Top of Data
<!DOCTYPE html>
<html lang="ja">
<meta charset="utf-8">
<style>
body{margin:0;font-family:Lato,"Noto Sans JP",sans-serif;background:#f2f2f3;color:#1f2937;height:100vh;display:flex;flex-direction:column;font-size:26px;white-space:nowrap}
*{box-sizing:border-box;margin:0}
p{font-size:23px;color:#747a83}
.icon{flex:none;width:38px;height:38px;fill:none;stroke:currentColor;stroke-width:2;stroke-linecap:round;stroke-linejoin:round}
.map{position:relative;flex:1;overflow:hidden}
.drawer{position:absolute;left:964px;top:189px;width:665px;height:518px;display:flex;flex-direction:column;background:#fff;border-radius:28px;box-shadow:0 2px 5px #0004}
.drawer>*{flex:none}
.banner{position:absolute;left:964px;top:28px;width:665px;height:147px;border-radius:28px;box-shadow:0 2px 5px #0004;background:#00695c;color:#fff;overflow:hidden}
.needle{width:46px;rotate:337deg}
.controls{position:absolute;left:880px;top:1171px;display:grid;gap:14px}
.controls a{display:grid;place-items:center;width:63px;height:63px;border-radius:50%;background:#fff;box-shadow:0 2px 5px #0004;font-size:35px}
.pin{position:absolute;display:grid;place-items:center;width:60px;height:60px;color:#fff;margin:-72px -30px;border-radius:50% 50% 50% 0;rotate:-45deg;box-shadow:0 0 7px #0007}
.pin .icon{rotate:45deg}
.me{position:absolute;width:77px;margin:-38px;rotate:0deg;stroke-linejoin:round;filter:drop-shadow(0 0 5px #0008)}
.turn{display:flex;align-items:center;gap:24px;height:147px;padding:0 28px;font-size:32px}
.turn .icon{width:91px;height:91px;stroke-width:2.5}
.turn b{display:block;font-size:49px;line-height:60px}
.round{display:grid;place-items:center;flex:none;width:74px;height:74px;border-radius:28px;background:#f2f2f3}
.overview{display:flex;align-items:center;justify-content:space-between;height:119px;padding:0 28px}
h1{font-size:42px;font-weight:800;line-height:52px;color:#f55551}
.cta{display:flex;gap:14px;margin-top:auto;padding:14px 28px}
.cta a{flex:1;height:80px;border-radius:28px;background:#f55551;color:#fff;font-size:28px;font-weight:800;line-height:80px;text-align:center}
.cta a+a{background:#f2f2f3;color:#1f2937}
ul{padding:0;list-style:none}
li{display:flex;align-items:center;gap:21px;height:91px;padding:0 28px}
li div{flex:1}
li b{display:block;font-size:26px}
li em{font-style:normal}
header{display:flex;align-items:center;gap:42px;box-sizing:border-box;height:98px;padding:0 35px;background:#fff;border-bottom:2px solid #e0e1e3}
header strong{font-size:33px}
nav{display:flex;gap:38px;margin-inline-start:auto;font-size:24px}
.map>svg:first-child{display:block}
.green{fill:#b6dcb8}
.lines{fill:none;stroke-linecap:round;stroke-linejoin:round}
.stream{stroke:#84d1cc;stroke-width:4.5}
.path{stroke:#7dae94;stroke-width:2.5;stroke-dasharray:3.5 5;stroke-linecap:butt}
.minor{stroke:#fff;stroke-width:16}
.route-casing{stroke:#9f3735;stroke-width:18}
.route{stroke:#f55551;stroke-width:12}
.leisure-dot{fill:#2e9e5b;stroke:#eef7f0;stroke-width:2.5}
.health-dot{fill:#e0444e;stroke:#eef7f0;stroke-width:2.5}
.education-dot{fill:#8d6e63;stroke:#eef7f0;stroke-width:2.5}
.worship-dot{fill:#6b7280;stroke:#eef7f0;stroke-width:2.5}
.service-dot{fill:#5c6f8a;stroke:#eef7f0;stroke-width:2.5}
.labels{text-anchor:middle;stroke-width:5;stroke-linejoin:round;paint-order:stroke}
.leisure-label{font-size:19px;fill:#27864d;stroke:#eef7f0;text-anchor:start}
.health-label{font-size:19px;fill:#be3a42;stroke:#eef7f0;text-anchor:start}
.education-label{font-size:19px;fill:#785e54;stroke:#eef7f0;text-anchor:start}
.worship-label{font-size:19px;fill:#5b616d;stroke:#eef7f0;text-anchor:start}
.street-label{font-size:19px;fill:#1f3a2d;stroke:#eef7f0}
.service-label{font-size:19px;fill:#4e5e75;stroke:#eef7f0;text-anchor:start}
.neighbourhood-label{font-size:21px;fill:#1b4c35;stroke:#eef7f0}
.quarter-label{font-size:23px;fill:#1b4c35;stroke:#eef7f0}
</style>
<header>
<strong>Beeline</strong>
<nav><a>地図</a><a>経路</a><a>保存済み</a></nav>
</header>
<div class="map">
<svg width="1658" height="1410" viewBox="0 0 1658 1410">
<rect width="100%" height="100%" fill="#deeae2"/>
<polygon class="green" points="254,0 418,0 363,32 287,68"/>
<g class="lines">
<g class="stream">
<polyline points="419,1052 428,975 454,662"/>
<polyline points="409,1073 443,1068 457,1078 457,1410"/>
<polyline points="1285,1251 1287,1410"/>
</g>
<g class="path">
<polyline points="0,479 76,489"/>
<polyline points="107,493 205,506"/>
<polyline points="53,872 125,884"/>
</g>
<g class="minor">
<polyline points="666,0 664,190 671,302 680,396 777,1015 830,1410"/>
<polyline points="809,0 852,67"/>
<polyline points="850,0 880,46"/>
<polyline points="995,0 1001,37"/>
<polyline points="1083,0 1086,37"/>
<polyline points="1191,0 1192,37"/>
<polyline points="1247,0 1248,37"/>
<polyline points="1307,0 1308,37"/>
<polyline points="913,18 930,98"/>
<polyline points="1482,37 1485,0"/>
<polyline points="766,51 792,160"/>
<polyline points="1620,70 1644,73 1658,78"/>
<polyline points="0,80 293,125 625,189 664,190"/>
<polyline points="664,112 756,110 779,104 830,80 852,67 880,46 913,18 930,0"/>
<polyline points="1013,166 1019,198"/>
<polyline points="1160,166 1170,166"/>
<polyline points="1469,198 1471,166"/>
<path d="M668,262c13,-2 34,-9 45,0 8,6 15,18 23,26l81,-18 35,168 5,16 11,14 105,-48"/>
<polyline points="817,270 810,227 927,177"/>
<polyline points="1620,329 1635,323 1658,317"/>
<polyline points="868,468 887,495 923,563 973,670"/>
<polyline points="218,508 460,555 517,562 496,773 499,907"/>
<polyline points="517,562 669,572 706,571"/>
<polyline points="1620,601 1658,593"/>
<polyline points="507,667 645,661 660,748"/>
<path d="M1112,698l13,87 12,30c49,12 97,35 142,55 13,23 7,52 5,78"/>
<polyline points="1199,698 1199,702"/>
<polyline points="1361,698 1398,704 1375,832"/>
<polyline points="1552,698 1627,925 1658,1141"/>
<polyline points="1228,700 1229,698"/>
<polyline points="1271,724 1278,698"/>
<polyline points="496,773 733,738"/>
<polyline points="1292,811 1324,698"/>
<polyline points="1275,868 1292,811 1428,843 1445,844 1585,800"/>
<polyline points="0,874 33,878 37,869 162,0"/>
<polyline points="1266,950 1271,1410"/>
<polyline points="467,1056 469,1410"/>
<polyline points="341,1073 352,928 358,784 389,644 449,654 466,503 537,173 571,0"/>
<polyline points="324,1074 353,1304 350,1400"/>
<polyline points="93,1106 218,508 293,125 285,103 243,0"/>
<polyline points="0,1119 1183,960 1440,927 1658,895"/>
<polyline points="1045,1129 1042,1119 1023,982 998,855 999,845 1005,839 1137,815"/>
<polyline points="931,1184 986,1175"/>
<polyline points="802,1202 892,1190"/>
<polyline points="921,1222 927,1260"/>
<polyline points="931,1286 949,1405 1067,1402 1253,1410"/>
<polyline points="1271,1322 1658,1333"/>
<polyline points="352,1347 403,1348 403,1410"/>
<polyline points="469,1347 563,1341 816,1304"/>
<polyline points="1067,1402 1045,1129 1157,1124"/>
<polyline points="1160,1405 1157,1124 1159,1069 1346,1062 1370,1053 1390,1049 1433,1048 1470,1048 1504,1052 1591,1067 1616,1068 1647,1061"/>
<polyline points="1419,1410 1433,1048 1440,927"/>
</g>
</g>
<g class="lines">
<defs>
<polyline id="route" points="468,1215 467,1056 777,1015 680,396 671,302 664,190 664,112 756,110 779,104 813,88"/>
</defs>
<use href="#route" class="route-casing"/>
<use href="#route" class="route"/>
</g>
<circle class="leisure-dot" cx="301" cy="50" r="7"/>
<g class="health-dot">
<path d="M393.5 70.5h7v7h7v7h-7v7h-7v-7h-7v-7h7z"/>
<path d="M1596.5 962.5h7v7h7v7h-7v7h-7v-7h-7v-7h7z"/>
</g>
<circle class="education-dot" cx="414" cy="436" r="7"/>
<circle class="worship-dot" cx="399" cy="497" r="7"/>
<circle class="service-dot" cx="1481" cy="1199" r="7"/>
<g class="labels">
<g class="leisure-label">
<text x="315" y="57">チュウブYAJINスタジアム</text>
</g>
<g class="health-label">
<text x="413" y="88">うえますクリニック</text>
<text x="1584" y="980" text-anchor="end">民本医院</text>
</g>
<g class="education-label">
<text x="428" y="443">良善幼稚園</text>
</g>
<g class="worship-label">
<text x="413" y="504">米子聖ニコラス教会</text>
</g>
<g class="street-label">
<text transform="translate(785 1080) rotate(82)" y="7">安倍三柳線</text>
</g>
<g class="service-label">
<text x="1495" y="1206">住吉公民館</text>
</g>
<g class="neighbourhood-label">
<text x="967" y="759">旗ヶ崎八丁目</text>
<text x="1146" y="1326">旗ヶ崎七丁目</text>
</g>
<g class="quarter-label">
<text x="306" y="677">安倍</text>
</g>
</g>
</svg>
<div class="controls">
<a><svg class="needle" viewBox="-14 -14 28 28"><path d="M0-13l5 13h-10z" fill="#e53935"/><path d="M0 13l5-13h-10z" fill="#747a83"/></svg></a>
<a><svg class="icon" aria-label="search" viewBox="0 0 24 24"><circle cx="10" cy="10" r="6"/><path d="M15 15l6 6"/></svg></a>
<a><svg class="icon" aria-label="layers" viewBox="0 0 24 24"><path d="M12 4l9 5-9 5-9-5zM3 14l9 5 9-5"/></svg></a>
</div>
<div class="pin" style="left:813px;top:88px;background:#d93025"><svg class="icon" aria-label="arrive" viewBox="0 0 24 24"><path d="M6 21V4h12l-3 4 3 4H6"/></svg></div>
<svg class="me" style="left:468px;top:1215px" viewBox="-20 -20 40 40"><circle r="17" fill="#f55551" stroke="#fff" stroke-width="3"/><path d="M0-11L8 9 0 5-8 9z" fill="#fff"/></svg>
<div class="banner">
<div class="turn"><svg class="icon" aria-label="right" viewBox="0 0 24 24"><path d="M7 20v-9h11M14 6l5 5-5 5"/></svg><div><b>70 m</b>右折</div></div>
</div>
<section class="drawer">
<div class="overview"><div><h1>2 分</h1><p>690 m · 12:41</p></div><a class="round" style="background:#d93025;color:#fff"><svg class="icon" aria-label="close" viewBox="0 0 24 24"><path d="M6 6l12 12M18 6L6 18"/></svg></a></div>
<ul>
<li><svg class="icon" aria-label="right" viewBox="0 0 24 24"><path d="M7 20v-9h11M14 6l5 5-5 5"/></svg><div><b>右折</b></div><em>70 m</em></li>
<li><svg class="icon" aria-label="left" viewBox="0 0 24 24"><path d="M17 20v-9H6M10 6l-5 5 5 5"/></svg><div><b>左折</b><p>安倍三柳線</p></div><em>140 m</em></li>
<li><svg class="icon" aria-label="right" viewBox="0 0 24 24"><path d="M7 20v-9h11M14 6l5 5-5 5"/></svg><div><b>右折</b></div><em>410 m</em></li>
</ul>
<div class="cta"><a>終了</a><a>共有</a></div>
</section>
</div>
Bottom of Data
Exercise aim:
Copy the lines above that hold the word "linecap".

Completed exercise:
.icon{flex:none;width:38px;height:38px;fill:none;stroke:currentColor;stroke-width:2;stroke-linecap:round;stroke-linejoin:round}
.lines{fill:none;stroke-linecap:round;stroke-linejoin:round}
.path{stroke:#7dae94;stroke-width:2.5;stroke-dasharray:3.5 5;stroke-linecap:butt}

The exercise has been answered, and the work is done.